| Information given |

______

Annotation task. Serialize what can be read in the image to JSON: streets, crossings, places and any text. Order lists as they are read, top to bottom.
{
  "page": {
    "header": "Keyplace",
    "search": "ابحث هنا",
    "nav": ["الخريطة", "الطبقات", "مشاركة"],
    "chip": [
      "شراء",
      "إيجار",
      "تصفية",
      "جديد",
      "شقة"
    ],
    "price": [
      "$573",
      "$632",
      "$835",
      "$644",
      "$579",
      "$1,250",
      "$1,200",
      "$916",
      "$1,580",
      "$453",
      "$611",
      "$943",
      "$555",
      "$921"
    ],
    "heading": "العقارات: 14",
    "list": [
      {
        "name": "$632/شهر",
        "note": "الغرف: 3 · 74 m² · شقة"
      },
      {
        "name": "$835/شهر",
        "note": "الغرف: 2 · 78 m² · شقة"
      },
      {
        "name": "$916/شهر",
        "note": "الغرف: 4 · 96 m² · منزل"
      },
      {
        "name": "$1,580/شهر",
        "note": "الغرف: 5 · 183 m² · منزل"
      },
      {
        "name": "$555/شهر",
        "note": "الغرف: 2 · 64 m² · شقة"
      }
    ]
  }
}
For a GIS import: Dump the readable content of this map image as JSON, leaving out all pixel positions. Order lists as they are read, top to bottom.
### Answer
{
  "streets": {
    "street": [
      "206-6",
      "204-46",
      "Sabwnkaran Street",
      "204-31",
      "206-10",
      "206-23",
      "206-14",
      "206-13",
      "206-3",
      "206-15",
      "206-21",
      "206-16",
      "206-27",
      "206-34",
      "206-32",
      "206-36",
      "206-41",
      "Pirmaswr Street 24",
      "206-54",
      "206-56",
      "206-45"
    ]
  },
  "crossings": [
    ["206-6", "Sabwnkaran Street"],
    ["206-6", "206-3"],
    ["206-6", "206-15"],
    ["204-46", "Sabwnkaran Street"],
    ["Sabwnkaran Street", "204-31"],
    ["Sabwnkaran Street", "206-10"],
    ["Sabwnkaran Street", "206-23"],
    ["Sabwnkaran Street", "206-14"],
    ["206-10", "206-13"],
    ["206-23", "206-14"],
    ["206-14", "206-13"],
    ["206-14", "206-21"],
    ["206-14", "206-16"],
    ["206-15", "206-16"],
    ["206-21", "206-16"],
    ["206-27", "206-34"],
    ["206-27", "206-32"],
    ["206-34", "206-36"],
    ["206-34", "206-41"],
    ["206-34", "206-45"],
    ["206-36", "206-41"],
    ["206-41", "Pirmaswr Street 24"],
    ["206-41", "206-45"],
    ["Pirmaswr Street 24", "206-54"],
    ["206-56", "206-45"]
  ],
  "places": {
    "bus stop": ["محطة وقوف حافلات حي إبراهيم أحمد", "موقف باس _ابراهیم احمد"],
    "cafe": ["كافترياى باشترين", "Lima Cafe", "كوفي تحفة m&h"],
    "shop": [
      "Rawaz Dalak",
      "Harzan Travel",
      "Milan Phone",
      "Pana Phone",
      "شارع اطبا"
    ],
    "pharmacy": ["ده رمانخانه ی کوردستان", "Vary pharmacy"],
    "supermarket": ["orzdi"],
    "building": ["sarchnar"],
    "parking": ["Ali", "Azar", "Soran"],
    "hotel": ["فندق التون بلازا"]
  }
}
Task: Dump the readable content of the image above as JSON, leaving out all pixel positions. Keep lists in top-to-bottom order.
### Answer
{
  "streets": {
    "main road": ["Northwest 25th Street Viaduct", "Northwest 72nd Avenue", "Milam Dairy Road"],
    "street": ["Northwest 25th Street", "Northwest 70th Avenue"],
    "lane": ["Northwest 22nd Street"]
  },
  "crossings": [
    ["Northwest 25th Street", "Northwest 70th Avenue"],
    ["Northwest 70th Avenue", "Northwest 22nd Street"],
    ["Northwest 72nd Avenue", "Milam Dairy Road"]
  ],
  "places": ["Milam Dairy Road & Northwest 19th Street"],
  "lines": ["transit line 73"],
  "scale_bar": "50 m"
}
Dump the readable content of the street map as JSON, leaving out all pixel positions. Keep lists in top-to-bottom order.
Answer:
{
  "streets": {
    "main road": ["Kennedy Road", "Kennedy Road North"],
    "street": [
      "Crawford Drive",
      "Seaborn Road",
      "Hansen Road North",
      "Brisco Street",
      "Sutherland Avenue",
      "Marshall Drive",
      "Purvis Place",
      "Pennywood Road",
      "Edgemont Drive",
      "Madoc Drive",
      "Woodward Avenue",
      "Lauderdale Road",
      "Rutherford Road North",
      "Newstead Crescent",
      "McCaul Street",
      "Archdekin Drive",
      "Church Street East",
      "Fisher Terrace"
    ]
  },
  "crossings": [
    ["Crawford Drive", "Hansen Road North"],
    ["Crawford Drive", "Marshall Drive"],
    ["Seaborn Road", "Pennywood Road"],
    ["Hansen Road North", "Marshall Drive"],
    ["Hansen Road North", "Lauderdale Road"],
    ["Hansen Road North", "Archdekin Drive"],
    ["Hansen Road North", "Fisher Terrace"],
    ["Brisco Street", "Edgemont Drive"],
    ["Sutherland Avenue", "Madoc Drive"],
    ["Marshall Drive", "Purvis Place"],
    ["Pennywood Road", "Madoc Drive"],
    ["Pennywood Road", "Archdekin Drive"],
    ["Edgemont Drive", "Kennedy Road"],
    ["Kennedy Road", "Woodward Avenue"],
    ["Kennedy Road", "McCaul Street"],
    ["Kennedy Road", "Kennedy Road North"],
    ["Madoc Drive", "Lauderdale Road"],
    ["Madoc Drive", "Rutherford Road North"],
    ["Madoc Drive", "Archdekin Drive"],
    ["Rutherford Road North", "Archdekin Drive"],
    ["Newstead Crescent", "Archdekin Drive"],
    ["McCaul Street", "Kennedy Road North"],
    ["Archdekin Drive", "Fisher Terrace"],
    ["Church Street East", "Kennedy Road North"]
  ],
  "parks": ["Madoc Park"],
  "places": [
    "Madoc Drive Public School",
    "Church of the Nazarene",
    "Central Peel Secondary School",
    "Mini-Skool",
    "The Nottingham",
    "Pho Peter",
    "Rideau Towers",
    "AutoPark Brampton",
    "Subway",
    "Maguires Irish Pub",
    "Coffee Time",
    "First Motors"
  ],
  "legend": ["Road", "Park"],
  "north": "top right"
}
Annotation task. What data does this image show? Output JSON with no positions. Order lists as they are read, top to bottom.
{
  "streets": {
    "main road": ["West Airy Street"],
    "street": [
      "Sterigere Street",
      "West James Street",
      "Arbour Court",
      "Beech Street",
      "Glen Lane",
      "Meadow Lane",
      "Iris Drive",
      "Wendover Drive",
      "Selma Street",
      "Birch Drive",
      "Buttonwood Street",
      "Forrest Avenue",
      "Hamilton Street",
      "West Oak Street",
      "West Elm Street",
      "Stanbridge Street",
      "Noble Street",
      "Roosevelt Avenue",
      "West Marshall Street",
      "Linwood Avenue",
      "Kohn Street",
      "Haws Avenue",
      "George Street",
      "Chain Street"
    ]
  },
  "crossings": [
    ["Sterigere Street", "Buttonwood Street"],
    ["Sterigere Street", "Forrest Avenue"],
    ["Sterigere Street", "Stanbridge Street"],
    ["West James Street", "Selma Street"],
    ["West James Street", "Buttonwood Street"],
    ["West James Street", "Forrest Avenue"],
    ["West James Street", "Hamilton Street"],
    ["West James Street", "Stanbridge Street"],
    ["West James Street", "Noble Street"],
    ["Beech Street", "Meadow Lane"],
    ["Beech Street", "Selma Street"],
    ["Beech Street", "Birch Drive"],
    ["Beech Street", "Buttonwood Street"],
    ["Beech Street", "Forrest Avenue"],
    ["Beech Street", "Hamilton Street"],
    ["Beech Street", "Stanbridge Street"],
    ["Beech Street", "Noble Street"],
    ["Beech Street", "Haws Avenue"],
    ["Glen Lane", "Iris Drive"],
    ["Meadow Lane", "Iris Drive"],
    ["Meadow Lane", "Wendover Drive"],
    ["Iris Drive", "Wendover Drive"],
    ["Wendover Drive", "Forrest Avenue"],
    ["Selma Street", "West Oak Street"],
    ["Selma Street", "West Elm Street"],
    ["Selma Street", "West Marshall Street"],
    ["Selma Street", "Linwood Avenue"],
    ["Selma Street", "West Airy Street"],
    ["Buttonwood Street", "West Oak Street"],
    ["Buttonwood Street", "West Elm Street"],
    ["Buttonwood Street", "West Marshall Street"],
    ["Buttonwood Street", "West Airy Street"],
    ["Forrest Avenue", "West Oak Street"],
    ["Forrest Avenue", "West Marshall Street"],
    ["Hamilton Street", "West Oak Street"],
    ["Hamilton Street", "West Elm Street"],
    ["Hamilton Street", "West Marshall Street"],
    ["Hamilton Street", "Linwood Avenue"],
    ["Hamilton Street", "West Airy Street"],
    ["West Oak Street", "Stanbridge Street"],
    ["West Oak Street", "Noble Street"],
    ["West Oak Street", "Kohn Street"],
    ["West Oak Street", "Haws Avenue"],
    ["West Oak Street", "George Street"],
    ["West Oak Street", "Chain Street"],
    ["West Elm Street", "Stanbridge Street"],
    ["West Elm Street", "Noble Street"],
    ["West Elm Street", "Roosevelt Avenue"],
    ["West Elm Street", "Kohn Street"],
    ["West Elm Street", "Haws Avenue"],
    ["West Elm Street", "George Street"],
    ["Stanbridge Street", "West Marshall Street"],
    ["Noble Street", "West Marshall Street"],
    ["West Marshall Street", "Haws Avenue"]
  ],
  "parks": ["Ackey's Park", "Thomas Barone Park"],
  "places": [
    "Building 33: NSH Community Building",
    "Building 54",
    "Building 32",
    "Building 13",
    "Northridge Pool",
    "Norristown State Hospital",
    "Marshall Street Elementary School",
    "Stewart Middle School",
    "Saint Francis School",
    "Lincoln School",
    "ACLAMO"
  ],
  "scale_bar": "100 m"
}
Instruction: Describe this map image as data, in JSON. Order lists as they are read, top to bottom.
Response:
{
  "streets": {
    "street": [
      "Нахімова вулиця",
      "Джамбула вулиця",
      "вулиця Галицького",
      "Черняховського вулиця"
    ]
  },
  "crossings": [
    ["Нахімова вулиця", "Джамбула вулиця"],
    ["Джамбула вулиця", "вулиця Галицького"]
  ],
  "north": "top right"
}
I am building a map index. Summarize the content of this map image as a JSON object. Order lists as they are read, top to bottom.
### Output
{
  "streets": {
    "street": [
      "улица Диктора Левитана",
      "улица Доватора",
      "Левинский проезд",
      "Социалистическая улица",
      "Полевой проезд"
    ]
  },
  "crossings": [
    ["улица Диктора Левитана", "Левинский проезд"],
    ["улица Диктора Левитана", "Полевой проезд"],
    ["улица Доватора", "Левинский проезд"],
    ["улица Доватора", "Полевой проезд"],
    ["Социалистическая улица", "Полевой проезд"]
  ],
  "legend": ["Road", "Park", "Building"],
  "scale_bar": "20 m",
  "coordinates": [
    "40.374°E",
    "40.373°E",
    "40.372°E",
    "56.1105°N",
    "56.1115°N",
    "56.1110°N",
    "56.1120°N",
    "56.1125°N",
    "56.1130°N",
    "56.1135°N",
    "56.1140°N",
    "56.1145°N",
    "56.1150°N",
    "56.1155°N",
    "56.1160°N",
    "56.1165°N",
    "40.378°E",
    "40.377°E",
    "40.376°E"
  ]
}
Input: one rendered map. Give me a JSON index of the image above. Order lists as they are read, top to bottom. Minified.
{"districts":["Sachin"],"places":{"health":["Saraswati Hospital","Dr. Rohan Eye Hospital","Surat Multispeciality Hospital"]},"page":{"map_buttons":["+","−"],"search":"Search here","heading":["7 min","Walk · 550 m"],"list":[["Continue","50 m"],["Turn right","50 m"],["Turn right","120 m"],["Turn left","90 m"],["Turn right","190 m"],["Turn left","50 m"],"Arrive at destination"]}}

______

| Requirement |
Report every line in the data above in which the word "Lauderdale" appears.

| Result of this exercise |
      "Lauderdale Road",
    ["Hansen Road North", "Lauderdale Road"],
    ["Madoc Drive", "Lauderdale Road"],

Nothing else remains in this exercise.